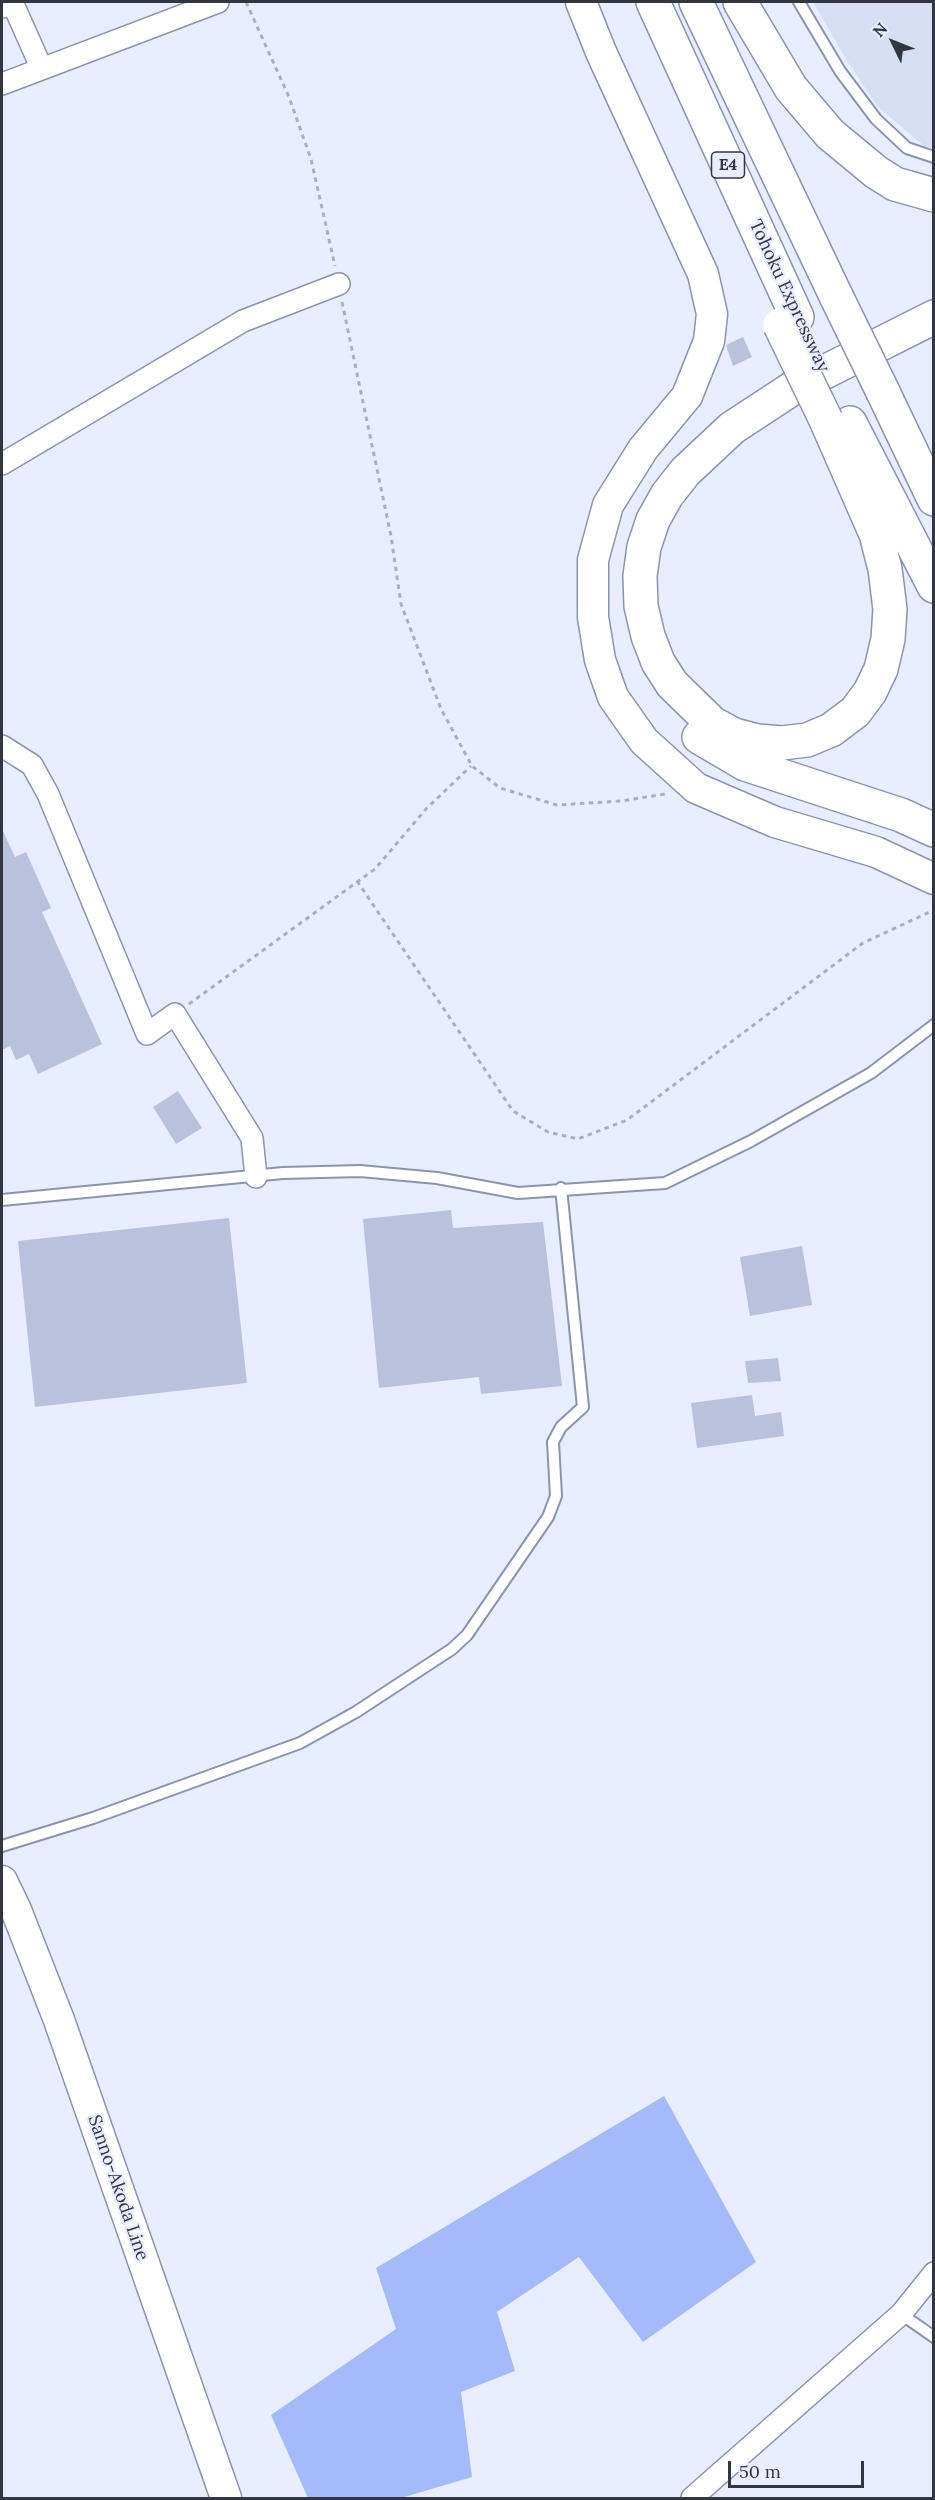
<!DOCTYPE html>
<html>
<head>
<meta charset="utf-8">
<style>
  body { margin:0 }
  #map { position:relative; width:935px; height:2500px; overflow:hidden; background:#e8eeff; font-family:Lora,serif }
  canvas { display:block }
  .frame { position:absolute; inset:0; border:3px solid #323641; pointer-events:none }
  .north { position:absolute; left:863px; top:12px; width:60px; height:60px; -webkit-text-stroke:4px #e8eeff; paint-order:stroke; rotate:313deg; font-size:16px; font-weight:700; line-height:24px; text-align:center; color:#323641 }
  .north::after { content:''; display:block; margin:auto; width:21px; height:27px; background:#323641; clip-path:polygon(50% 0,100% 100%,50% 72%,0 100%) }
  .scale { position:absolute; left:728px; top:2461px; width:136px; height:27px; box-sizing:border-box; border:3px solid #323641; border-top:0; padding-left:8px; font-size:18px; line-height:21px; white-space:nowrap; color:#323641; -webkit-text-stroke:4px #e8eeff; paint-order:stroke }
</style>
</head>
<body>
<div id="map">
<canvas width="935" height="2500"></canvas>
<div class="frame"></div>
<div class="north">N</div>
<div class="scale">50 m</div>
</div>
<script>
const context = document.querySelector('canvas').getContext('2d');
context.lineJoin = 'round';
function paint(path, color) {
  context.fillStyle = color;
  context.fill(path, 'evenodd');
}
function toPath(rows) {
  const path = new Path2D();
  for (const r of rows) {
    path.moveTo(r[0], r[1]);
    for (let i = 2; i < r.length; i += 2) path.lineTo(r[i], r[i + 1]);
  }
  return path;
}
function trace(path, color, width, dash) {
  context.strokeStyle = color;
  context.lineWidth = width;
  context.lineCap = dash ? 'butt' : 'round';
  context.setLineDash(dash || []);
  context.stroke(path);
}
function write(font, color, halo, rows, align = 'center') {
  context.font = font + ' Lora,serif';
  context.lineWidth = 4.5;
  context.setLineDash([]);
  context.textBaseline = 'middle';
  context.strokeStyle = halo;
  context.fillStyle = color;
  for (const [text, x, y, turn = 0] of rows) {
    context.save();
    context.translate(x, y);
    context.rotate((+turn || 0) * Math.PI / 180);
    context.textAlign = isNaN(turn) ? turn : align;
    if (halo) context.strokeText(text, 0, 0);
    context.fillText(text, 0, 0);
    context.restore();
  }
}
const built = toPath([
  [813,2,933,2,933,147,924,146,878,107,847,61]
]);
const forest = toPath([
  [664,2096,756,2262,643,2342,579,2257,497,2312,515,2371,461,2392,472,2477,401,2498,308,2498,271,2415,396,2329,376,2268]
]);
const building = toPath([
  [743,337,752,357,733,366,726,345],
  [2,829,15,857,26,852,51,908,42,912,102,1044,38,1074,29,1054,16,1060,10,1046,2,1050],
  [178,1091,202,1128,176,1144,153,1107],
  [451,1210,453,1228,543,1222,562,1386,481,1394,479,1377,379,1388,363,1219],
  [229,1218,247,1383,35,1407,18,1241],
  [802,1246,812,1305,750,1316,740,1257],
  [778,1358,781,1381,748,1383,745,1361],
  [752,1395,755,1416,781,1412,784,1436,697,1448,691,1403]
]);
const path = toPath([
  [246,2,289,97,311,159,335,266],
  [342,302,391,536,401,604,441,709,472,766,500,788,557,805,621,801,665,794],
  [357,881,513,1111,548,1132,578,1139,627,1120,863,943,934,910],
  [189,1004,375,869,426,809,471,766]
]);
const lane = toPath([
  [799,2,840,71,876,119,907,148,934,157],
  [2,1200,283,1173,360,1171,437,1178,518,1193,665,1183,751,1141,871,1073,934,1025],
  [2,1846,93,1818,300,1743,356,1712,452,1649,467,1635,548,1517,556,1496,553,1442,561,1427,583,1407,561,1188],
  [901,2314,934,2337]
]);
const street = toPath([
  [2,7,13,4,41,67],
  [2,84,218,2],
  [2,464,243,321,339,284],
  [2,746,32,765,48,794,147,1034,175,1014,252,1138,256,1177],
  [692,2498,901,2314,934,2273]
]);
const secondary = toPath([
  [581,2,601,52,703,274,712,314,709,341,687,396,643,449,608,505,593,560,593,617,600,660,613,697,644,741,696,788,775,822,876,852,934,879],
  [2,1881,16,1910,59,2020,226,2498]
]);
const highway = toPath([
  [653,2,797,317],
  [696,2,837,298],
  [740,2,791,88,830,134,876,172,895,184,934,195],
  [883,392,934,499],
  [826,420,876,534,885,569,890,609,888,639,881,669,870,692,855,712,831,730,807,740,782,743,757,741,734,735,712,723,672,684,658,662,648,636,641,606,640,576,644,547,653,520,667,495,685,472,732,428,793,388,934,317],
  [850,423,934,586],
  [699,737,745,764,901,815,934,830]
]);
const highwayBridge = toPath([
  [837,298,883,392],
  [780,325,826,420]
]);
const shields = [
  [728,165,33]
];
const shieldNames = [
  ["E4",728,165]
];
const streetNames = [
  ["Tohoku Expressway",789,296,65],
  ["Sanno-Akoda Line",118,2188,71]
];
paint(built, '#d6def3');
paint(forest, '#a4bafa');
paint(building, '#b8c2dd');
trace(lane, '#8a94ad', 14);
trace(street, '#8a94ad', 24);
trace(secondary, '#8a94ad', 33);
trace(highway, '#8a94ad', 36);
trace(path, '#aaafbe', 3, [4.5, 4.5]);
trace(lane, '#fff', 10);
trace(street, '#fff', 21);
trace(secondary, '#fff', 30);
trace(highway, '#fff', 33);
trace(highwayBridge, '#8a94ad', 36, []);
trace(highwayBridge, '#fff', 33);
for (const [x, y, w] of shields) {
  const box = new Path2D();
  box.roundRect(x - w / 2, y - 13, w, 26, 4.5);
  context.fillStyle = '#e8eeff';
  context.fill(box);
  trace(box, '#323641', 1.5);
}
write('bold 16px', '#323641', null, shieldNames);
write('18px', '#323641', '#e8eeff', streetNames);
</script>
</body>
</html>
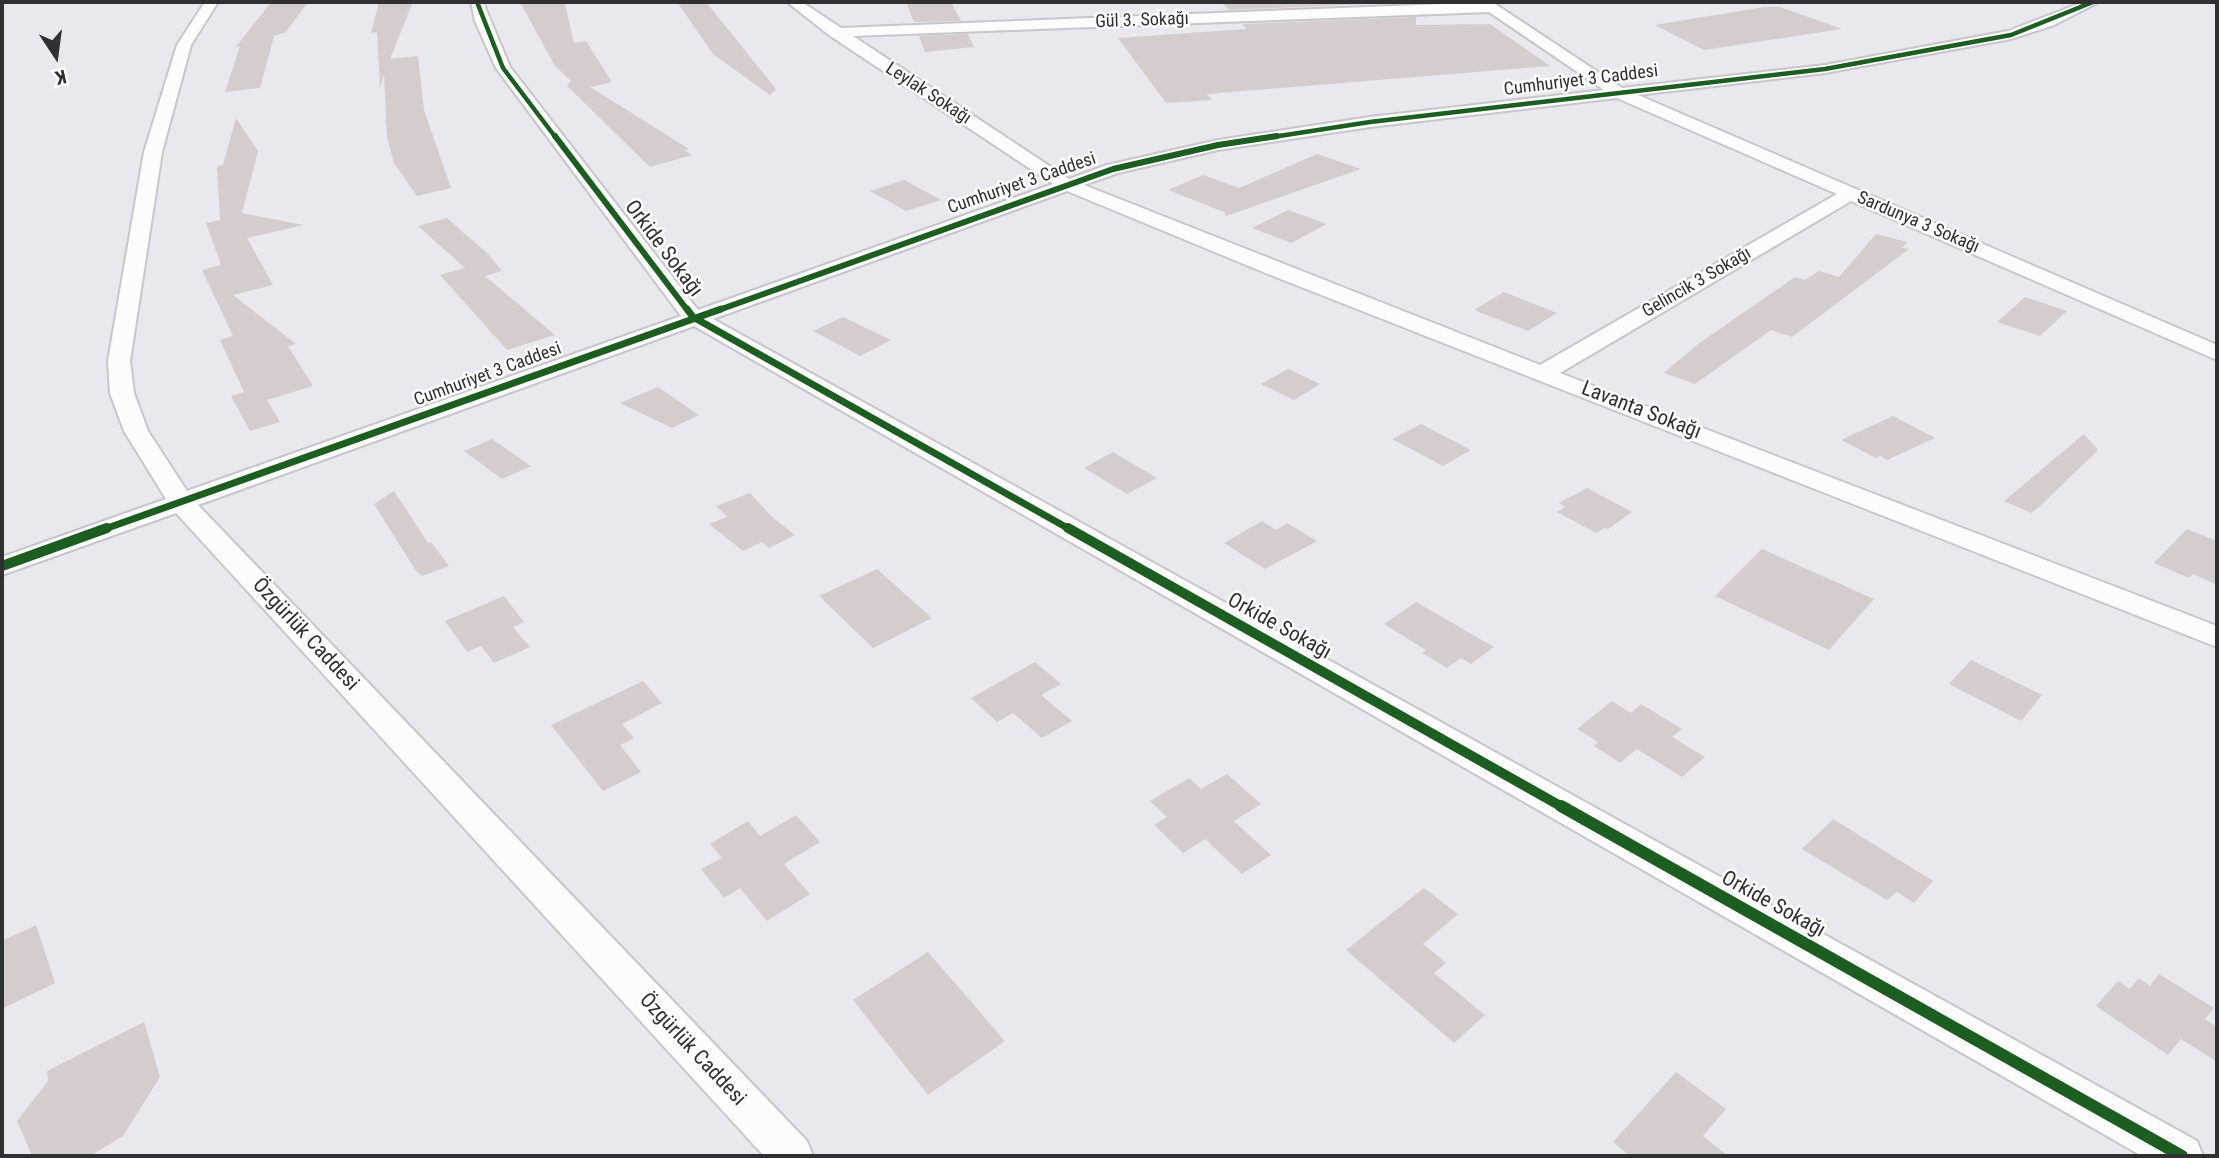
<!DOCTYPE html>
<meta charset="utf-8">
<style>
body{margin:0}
#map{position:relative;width:2219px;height:1158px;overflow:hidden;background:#e9e8ee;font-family:"Roboto Condensed",sans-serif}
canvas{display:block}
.frame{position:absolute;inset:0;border:4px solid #303033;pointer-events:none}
.north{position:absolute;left:21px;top:21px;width:70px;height:70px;-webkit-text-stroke:5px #fff;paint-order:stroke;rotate:167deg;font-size:19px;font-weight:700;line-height:28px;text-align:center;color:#303033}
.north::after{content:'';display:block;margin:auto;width:24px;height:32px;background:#303033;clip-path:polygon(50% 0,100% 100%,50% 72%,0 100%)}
</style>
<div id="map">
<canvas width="2219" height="1158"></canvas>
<div class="frame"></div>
<div class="north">K</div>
</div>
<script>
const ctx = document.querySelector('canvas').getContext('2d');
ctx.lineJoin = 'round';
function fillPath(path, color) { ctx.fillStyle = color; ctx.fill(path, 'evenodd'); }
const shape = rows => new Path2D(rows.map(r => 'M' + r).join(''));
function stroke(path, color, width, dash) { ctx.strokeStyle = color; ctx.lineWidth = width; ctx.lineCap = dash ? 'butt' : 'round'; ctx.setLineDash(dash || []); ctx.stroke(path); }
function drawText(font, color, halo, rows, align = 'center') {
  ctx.font = font + ' "Roboto Condensed",sans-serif'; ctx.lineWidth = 5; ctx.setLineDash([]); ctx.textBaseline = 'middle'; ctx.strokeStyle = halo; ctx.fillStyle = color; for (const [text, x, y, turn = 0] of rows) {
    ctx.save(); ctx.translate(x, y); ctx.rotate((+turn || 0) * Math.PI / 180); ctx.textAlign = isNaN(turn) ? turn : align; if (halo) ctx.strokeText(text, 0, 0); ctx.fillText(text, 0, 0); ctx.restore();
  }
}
fillPath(shape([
 [271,2,308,2,286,32,274,36,260,88,225,92,240,46,235,48],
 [379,2,413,2,390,59,418,56,424,110,451,188,417,196,394,163,387,137,384,75,380,88,377,32,371,33],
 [548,2,565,4,574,43,586,41,612,82,590,87,689,149,684,150,692,155,650,167,567,86,571,81,555,66,521,4],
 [677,2,706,2,776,89,770,95,713,54],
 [906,2,951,2,961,21,914,22],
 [1221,2,1416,2,1229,10],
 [1764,7,1780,7,1842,29,1704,50,1655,25],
 [1416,17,1416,25,1490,24,1550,66,1207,94,1212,100,1166,103,1118,38,1247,29,1242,24],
 [968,34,974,47,925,52,919,36],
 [236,118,258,151,242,213,304,225,247,238,273,285,233,295,296,344,288,346,313,386,267,400,280,422,250,431,231,396,244,392,220,340,233,336,202,270,221,265,206,223,220,220,217,166,223,165],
 [1317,154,1361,169,1226,216,1224,212,1168,190,1203,175,1239,188],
 [904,180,941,200,906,211,870,191],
 [1288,210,1327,224,1291,243,1252,228],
 [447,218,488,254,502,271,485,276,555,335,507,350,440,275,465,268,418,226],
 [1876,234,1907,242,1902,248,1909,249,1792,337,1771,330,1695,384,1664,373,1698,344,1795,277,1805,280,1819,271,1839,277],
 [1504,292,1557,313,1528,331,1474,310],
 [2025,297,2067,311,2040,336,1997,322],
 [843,317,891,340,860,356,813,331],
 [1288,369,1320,384,1294,400,1261,384],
 [658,387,699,415,672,428,620,403],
 [1893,416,1935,438,1887,460,1880,456,1876,458,1841,440],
 [1421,424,1471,450,1443,466,1392,439],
 [2084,434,2098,450,2041,505,2031,513,2004,501],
 [492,439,531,466,502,479,464,451],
 [1113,452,1157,478,1127,494,1084,468],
 [1587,488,1632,512,1608,529,1604,528,1596,533,1557,512,1565,507,1559,503],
 [394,491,428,543,431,542,449,566,422,576,416,571,374,504],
 [750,493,772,517,795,535,769,548,762,542,743,551,709,524,727,517,716,506],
 [1262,521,1276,530,1287,523,1317,541,1265,569,1224,543],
 [2187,529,2217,541,2217,585,2193,574,2189,578,2154,563],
 [1762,549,1874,599,1829,650,1715,596],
 [877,569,932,618,873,648,819,596],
 [504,596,524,622,513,627,530,647,494,663,481,646,467,652,445,621],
 [1416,602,1494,647,1471,664,1461,658,1447,668,1422,653,1426,650,1384,624],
 [1971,660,2042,695,2021,721,1949,684],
 [1035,662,1061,684,1041,695,1072,721,1042,738,1013,713,997,722,971,698],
 [643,681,662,703,622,724,634,738,620,745,641,772,603,791,551,725],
 [1612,701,1631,713,1641,704,1682,729,1672,737,1705,757,1682,777,1637,749,1620,763,1594,746,1598,742,1577,729],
 [1227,774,1261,804,1234,821,1271,855,1242,874,1205,839,1183,853,1154,825,1167,817,1150,801,1189,778,1201,789],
 [796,815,820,842,784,864,810,894,767,921,740,888,724,898,701,869,722,858,710,844,748,821,760,836],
 [1833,819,1933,881,1914,903,1897,892,1887,900,1802,849],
 [1424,888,1458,914,1423,944,1446,963,1434,973,1485,1015,1454,1043,1346,950],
 [36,925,55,983,2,1009,2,941],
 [928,952,1005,1041,928,1095,853,1000],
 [2159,974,2214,1008,2205,1019,2217,1027,2217,1062,2181,1039,2168,1055,2096,1006,2118,981,2130,989,2139,978,2150,986],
 [144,1022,160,1077,123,1136,90,1156,32,1156,17,1121,48,1081,47,1071],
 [1676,1072,1726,1109,1703,1136,1728,1156,1630,1156,1613,1142]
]), '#d5cccd');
const minor = shape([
 [205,2,218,2,191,45,162,152,130,361,134,393,148,431,187,491,681,316,496,68,475,21,471,2,483,2,510,67,698,310,1053,184,829,35,787,2,802,2,841,28,1492,2,1622,88,1825,65,2008,31,2083,2,2099,2,2054,25,2011,39,1825,73,1638,95,2217,345,2217,360,1851,201,1560,373,2217,626,2217,647,1268,274,1067,191,713,319,2197,1141,2203,1156,2142,1156,694,326,198,505,807,1141,813,1156,764,1156,176,513,2,575,2,557,166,499,124,431,110,393,108,361,144,152,177,45,205,2],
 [1489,12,1604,90,1370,117,1218,140,1107,165,1069,179,853,36,1489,12],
 [1617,98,1837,194,1540,365,1084,185,1118,173,1218,150,1370,127,1617,98]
]);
stroke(minor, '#c7c6cb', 4);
fillPath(minor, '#fcfcfc');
stroke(shape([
 [477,2,503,68,556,138],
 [1266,138,1370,122,1825,69,2011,35,2093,2]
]), '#1b5e20', 4.5);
stroke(shape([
 [555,136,688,311],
 [716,311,1113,169,1218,145,1277,136]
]), '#1b5e20', 6);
stroke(shape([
 [687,309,693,317,1071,530],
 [102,530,721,309]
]), '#1b5e20', 7);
stroke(shape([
 [1068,528,1564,808],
 [2,566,107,528]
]), '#1b5e20', 10);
stroke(shape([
 [1561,806,2182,1156]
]), '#1b5e20', 12);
drawText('18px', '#303033', '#fff', [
 ["Gül 3. Sokağı",1142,21,-2],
 ["Cumhuriyet 3 Caddesi",1581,81,-7],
 ["Leylak Sokağı",928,94,33],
 ["Cumhuriyet 3 Caddesi",1022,184,-19],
 ["Sardunya 3 Sokağı",1918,223,23],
 ["Gelincik 3 Sokağı",1697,283,-30],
 ["Cumhuriyet 3 Caddesi",488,375,-20]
]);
drawText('21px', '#303033', '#fff', [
 ["Orkide Sokağı",663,249,53],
 ["Lavanta Sokağı",1641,411,21],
 ["Orkide Sokağı",1279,627,29],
 ["Özgürlük Caddesi",305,635,47],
 ["Orkide Sokağı",1773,905,29],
 ["Özgürlük Caddesi",692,1050,47]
]);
</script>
··········
--- What to work on ---
What lines above mention "save"? Copy each one.

--- Answer to this task ---
    context.save();
    ctx.save(); ctx.translate(x, y); ctx.rotate((+turn || 0) * Math.PI / 180); ctx.textAlign = isNaN(turn) ? turn : align; if (halo) ctx.strokeText(text, 0, 0); ctx.fillText(text, 0, 0); ctx.restore();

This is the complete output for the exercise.